Museum officials said the exhibit asks why, and to what extent, the Coops were unique with respect to racial equality by zooming in on the daily lives and struggles of the complex’s first African American and multiracial residents. Through oral histories, documents, books, photographs, cartoons, never-before-exhibited paintings and sculptures, and other historical memorabilia tied to the Coops, the exhibit dwells on the complexity and contradictions of interracial living in mid-20th century America.
They said, simultaneously, the exhibit recovers a vibrant community of African American and multiracial artists, activists, actors, and other creatives whose daily stories have rarely been told.
The exhibit opened on the birthday of Dr. Angie Dickerson (1910–1981), a prolific African-American human rights and peace activist who lived in the Coops for the last four decades of her life. Director of The Bronx County Historical Society and exhibit curator, Dr. Steven Payne said of the exhibit, “I began research on this exhibit during the pandemic. I had seen “At Home in Utopia” (2008), a PBS documentary that tells the early history of the Coops, and I wanted to find out more about the complex’s first residents of color.”
Payne added, “I didn’t expect to locate many people still alive who could speak to this history, much less during a pandemic, but here we are almost two dozen oral histories later, with more left to record. What I’ve learned through the oral histories and collected material documentation of so far, thanks to the help and generosity of current and former residents of the Coops, is incredible. Trailblazing African-American artists Jim and Hartwell Yeargans, actors Canada Lee and Eric Burroughs, activists Queen Mother Audley Moore and Dr. Angie Dickerson, author Ann Petry, and others all lived in the Coops.”
He concluded, “Thankfully, in the 1980s, the Coops were recognized as a national landmark for residents’ contributions to avant-garde Yiddish culture. This exhibit uncovers many additional aspects of the complex’s rich history that are mostly unknown. Like the far more famous 409 Edgecombe in Harlem, the Coops had a staggering roster of exceptionally talented and accomplished African American and multiracial residents.

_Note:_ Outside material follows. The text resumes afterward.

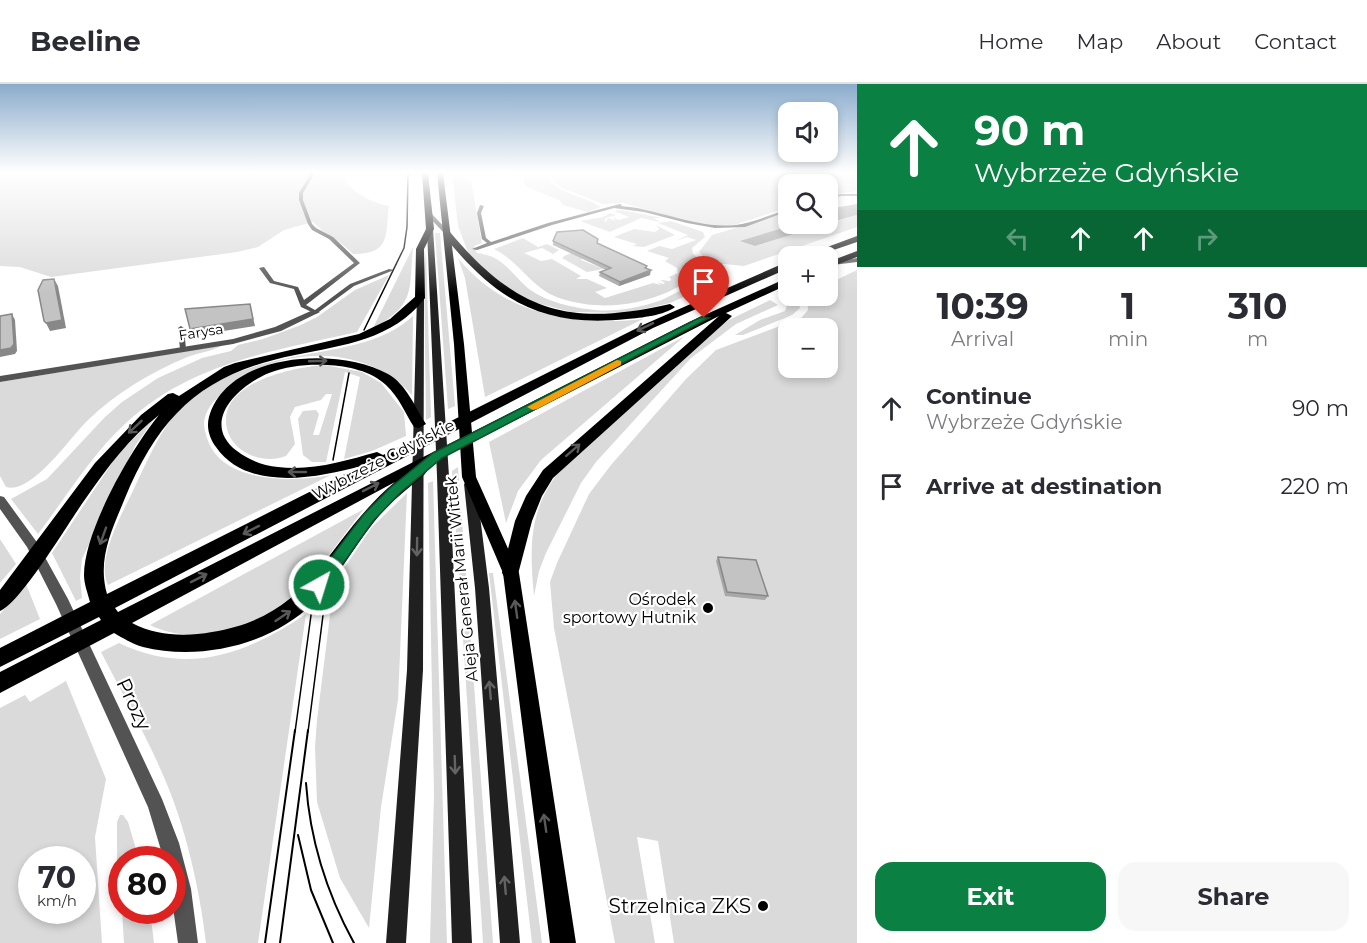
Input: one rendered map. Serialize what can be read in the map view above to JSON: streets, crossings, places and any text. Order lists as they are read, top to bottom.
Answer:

It’s high time we celebrate them and the Bronx histories that they represent.”
“The Allerton Coops, In Living Color” remains on display at the Museum of Bronx History, 3266 Bainbridge Avenue, The Bronx, NY 10467, on Aug. 12 until 6 p.m. and during regular museum hours on Saturdays, from 10 a.m. to 4 p.m. and on Sundays, from 1 p.m. to 5 p.m., and by appointment by emailing education@bronxhistoricalsociety.org. For more information, contact Dr. Steven Payne, director of The Bronx County Historical Society, at spayne@bronxhistoricalsociety.org.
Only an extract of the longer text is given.